In late 2020, just before Moderna’s Covid-19 vaccine proved highly effective, the company pledged not to enforce any patents on its vaccine during the pandemic. The company described the pledge as an effort to hasten the end of the crisis, and it deserved Moderna’s goodwill.
On Monday, Moderna announced it was “updating” its pledge, opening up the opportunity to enforce its patents in middle and high-income countries. The company said it would “never maintain” its patents for Covid vaccines in 92 of the world’s poorest countries, many of them in Africa or Asia, or against other manufacturers making vaccines exclusively for those markets.
It was unclear exactly what the updated enforcement might look like, or what threats the company is responding to, in part because no moderna vaccines are produced other than by the company itself or its contractors.
Moderna’s patent promise has yet to yield any results, in part because the company has not shared its vaccine formula or transferred its technology to manufacturers who could have produced it at a lower cost to poorer countries.
While South Africa is not among the countries protected from patent enforcement, Moderna will not attempt to block a World Health Organization-backed effort in South Africa to reverse engineer the company’s Covid vaccine, Colleen Hussey said. , a spokeswoman for Moderna.
Despite Moderna’s vow not to block that effort, Zain Rizvi of the advocacy group Public Citizen, which has been investigating Moderna’s Covid patents, said he is concerned that Moderna’s updated pledge could still “harm the efforts to make vaccine technology available in other developing countries”.
Moderna sold 800 million doses of its Covid vaccine to governments last year and generated $17.7 billion in revenue. The company has agreed to sell at least $19 billion worth of vaccine this year. Pfizer, which makes the other mRNA vaccine widely used in the United States and elsewhere, has a similar policy of not enforcing its patents in the world’s poorest countries.

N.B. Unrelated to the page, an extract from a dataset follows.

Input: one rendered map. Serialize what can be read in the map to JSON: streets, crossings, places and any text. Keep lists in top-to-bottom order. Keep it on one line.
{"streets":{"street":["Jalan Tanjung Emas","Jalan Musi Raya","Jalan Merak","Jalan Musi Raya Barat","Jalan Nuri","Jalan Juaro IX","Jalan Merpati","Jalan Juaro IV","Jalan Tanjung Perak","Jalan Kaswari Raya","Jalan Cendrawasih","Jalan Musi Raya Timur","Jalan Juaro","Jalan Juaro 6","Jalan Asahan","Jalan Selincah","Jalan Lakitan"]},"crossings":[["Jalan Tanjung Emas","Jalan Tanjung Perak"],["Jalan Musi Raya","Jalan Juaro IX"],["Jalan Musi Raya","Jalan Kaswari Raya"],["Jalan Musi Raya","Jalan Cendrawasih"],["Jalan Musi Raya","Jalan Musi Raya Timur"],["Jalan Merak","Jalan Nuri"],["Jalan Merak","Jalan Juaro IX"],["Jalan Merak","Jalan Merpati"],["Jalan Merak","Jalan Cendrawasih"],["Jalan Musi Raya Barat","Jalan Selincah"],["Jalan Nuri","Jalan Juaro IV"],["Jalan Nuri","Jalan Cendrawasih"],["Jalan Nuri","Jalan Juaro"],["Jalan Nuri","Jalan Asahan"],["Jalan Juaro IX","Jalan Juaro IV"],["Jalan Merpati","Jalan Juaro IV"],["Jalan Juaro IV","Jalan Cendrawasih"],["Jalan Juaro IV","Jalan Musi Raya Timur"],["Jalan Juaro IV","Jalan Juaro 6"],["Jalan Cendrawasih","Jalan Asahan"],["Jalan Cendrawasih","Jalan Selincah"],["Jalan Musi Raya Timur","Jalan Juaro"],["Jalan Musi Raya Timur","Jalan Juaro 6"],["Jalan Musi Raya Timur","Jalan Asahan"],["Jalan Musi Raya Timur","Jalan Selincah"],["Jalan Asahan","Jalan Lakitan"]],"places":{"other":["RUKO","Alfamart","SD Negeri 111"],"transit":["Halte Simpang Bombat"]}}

Nearly a year ago, when vaccines were seriously scarce in low-income countries, the Biden administration backed a World Trade Organization proposal to waive intellectual property protection for Covid vaccines. That proposal, which the pharmaceutical industry strongly opposed, has made little progress.
In Monday’s press release, the company said it “remains willing” to license its Covid vaccine technology “on commercially reasonable terms” to manufacturers in middle- and high-income countries.